### WHAT YOU SHOULD DO
Take the data below. Output it exactly from its first line through the line containing "Input: one rendered".

DATASET EXCERPTS START

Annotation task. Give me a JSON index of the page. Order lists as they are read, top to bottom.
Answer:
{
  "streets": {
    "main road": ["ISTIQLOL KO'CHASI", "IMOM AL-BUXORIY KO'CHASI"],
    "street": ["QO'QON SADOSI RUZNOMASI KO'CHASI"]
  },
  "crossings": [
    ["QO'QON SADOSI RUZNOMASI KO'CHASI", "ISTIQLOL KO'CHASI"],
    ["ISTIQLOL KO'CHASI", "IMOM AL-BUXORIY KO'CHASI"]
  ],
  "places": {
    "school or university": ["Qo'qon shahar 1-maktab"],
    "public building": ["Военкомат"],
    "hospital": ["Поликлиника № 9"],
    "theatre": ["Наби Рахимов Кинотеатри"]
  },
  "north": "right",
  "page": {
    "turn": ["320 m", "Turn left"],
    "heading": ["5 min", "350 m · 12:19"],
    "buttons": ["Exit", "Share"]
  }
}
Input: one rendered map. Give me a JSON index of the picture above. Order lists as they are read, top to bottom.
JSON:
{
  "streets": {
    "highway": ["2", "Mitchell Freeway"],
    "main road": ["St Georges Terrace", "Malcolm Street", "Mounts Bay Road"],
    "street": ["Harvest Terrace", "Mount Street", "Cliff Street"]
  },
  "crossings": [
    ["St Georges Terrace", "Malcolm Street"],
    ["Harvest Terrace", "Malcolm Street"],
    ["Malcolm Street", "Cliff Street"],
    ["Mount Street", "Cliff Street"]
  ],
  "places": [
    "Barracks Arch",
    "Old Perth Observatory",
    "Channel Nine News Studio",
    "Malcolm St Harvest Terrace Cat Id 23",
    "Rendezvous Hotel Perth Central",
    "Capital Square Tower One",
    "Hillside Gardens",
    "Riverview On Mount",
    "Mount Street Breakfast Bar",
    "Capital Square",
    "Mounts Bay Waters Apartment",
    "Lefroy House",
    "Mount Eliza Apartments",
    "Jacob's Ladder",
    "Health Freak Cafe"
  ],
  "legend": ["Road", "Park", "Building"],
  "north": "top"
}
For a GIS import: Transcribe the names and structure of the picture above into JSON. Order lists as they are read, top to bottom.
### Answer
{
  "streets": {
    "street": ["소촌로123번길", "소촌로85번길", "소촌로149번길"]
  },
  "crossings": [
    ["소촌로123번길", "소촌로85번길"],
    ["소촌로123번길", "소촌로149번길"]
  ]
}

DATASET EXCERPTS END

### REPLY
Annotation task. Give me a JSON index of the page. Order lists as they are read, top to bottom.
Answer:
{
  "streets": {
    "main road": ["ISTIQLOL KO'CHASI", "IMOM AL-BUXORIY KO'CHASI"],
    "street": ["QO'QON SADOSI RUZNOMASI KO'CHASI"]
  },
  "crossings": [
    ["QO'QON SADOSI RUZNOMASI KO'CHASI", "ISTIQLOL KO'CHASI"],
    ["ISTIQLOL KO'CHASI", "IMOM AL-BUXORIY KO'CHASI"]
  ],
  "places": {
    "school or university": ["Qo'qon shahar 1-maktab"],
    "public building": ["Военкомат"],
    "hospital": ["Поликлиника № 9"],
    "theatre": ["Наби Рахимов Кинотеатри"]
  },
  "north": "right",
  "page": {
    "turn": ["320 m", "Turn left"],
    "heading": ["5 min", "350 m · 12:19"],
    "buttons": ["Exit", "Share"]
  }
}
Input: one rendered map. Give me a JSON index of the picture above. Order lists as they are read, top to bottom.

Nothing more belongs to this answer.